(Stored items)
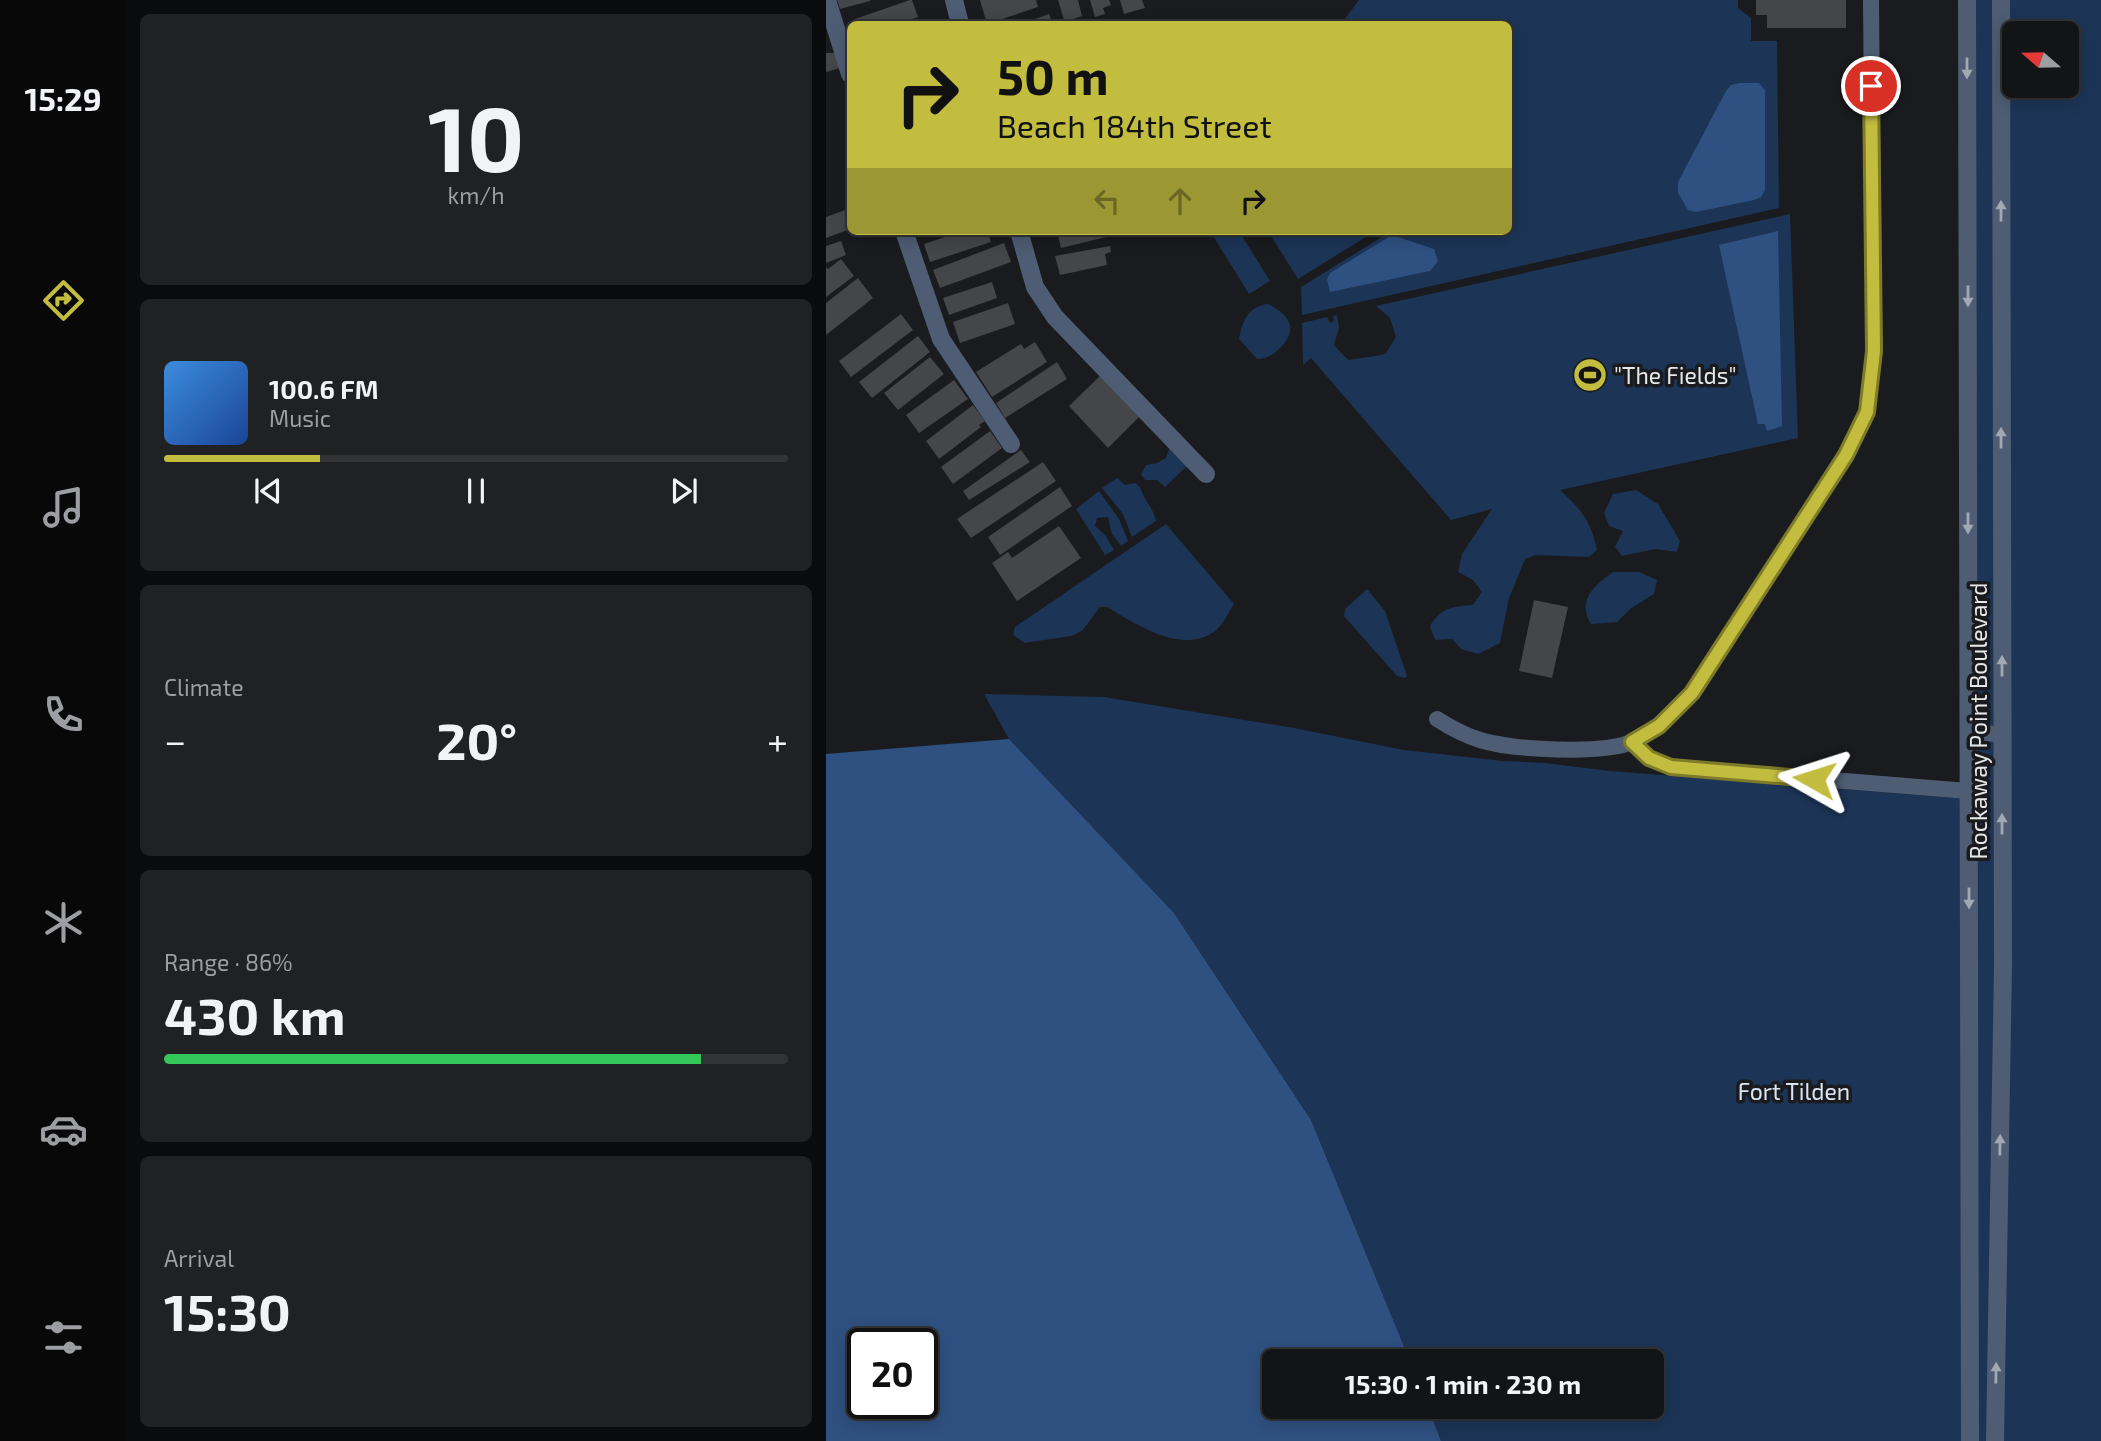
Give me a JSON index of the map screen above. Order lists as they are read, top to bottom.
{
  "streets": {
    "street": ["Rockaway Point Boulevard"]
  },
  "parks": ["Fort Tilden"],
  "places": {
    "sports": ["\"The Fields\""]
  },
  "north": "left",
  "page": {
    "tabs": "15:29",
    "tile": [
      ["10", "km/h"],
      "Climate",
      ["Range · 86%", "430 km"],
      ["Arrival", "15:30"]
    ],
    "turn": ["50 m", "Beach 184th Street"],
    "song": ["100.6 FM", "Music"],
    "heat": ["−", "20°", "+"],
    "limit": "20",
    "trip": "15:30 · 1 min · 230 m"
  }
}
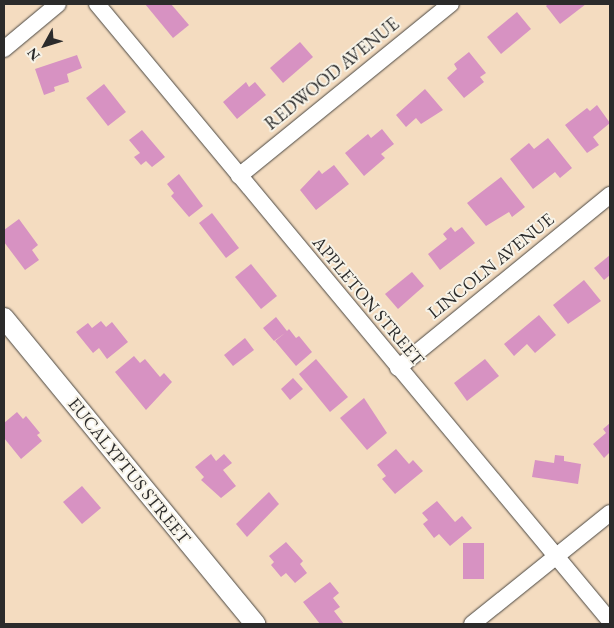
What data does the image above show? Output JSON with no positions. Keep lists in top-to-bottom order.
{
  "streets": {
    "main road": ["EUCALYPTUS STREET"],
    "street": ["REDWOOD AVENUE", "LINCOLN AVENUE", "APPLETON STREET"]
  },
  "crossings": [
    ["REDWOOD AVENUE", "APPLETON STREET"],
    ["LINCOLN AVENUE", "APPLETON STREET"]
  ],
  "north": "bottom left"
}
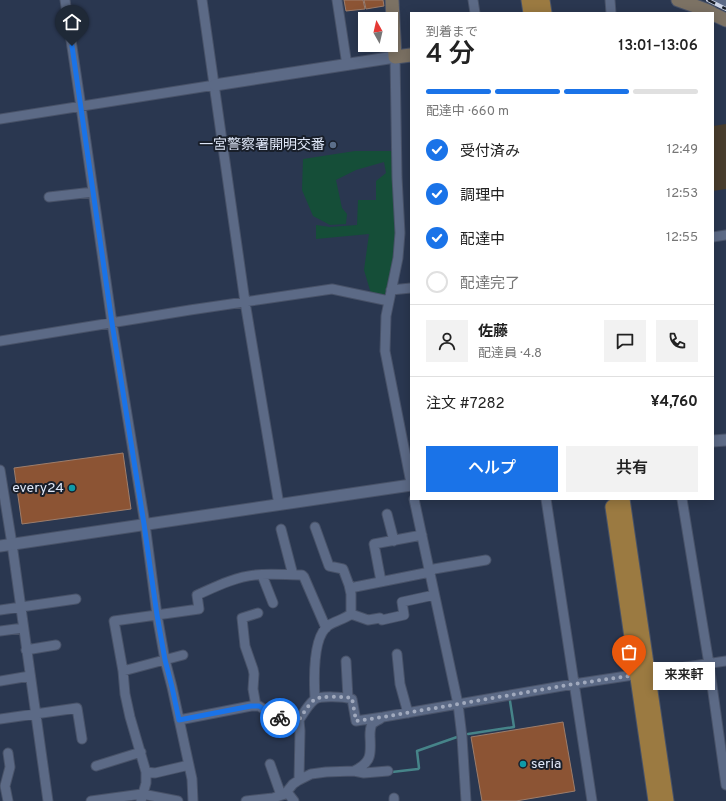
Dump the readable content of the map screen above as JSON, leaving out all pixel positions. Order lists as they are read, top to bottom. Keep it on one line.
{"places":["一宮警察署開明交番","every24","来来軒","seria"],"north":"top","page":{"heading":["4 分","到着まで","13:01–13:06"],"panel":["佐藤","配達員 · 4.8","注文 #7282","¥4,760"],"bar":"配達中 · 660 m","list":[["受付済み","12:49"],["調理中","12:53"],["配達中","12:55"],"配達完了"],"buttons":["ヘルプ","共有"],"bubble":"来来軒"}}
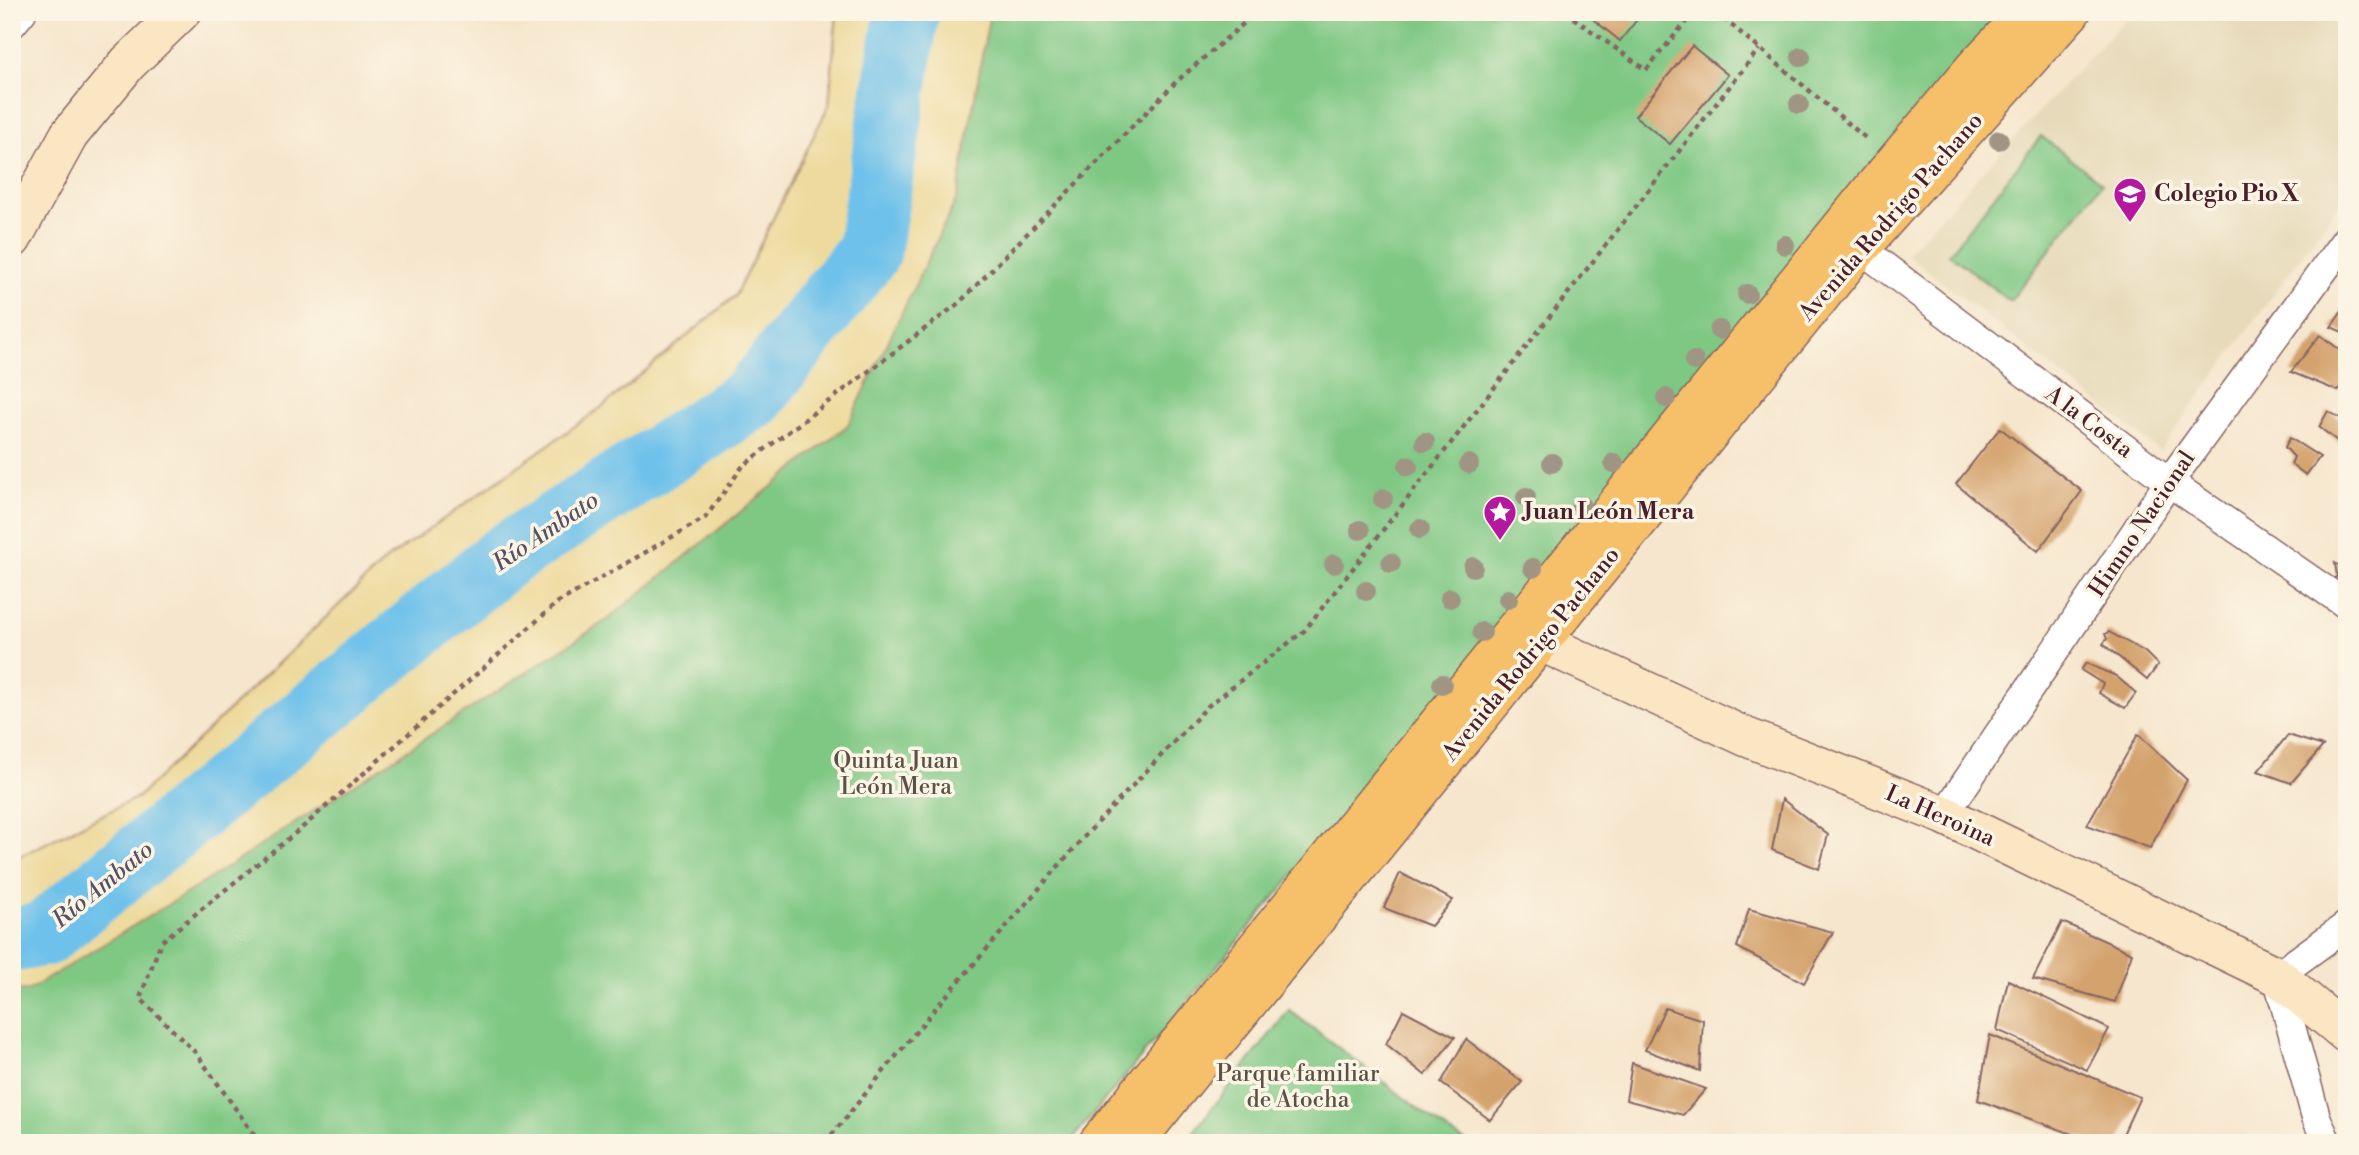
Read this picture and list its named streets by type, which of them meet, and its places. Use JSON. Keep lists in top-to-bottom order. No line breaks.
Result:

## BRIEF
Send back the entries above exactly. Skip the images.

## WRITTEN ANSWER
Give me a JSON index of the map screen above. Order lists as they are read, top to bottom.
{
  "streets": {
    "street": ["Rockaway Point Boulevard"]
  },
  "parks": ["Fort Tilden"],
  "places": {
    "sports": ["\"The Fields\""]
  },
  "north": "left",
  "page": {
    "tabs": "15:29",
    "tile": [
      ["10", "km/h"],
      "Climate",
      ["Range · 86%", "430 km"],
      ["Arrival", "15:30"]
    ],
    "turn": ["50 m", "Beach 184th Street"],
    "song": ["100.6 FM", "Music"],
    "heat": ["−", "20°", "+"],
    "limit": "20",
    "trip": "15:30 · 1 min · 230 m"
  }
}
What data does the image above show? Output JSON with no positions. Keep lists in top-to-bottom order.
{
  "streets": {
    "main road": ["EUCALYPTUS STREET"],
    "street": ["REDWOOD AVENUE", "LINCOLN AVENUE", "APPLETON STREET"]
  },
  "crossings": [
    ["REDWOOD AVENUE", "APPLETON STREET"],
    ["LINCOLN AVENUE", "APPLETON STREET"]
  ],
  "north": "bottom left"
}
Dump the readable content of the map screen above as JSON, leaving out all pixel positions. Order lists as they are read, top to bottom. Keep it on one line.
{"places":["一宮警察署開明交番","every24","来来軒","seria"],"north":"top","page":{"heading":["4 分","到着まで","13:01–13:06"],"panel":["佐藤","配達員 · 4.8","注文 #7282","¥4,760"],"bar":"配達中 · 660 m","list":[["受付済み","12:49"],["調理中","12:53"],["配達中","12:55"],"配達完了"],"buttons":["ヘルプ","共有"],"bubble":"来来軒"}}
Read this picture and list its named streets by type, which of them meet, and its places. Use JSON. Keep lists in top-to-bottom order. No line breaks.
Result:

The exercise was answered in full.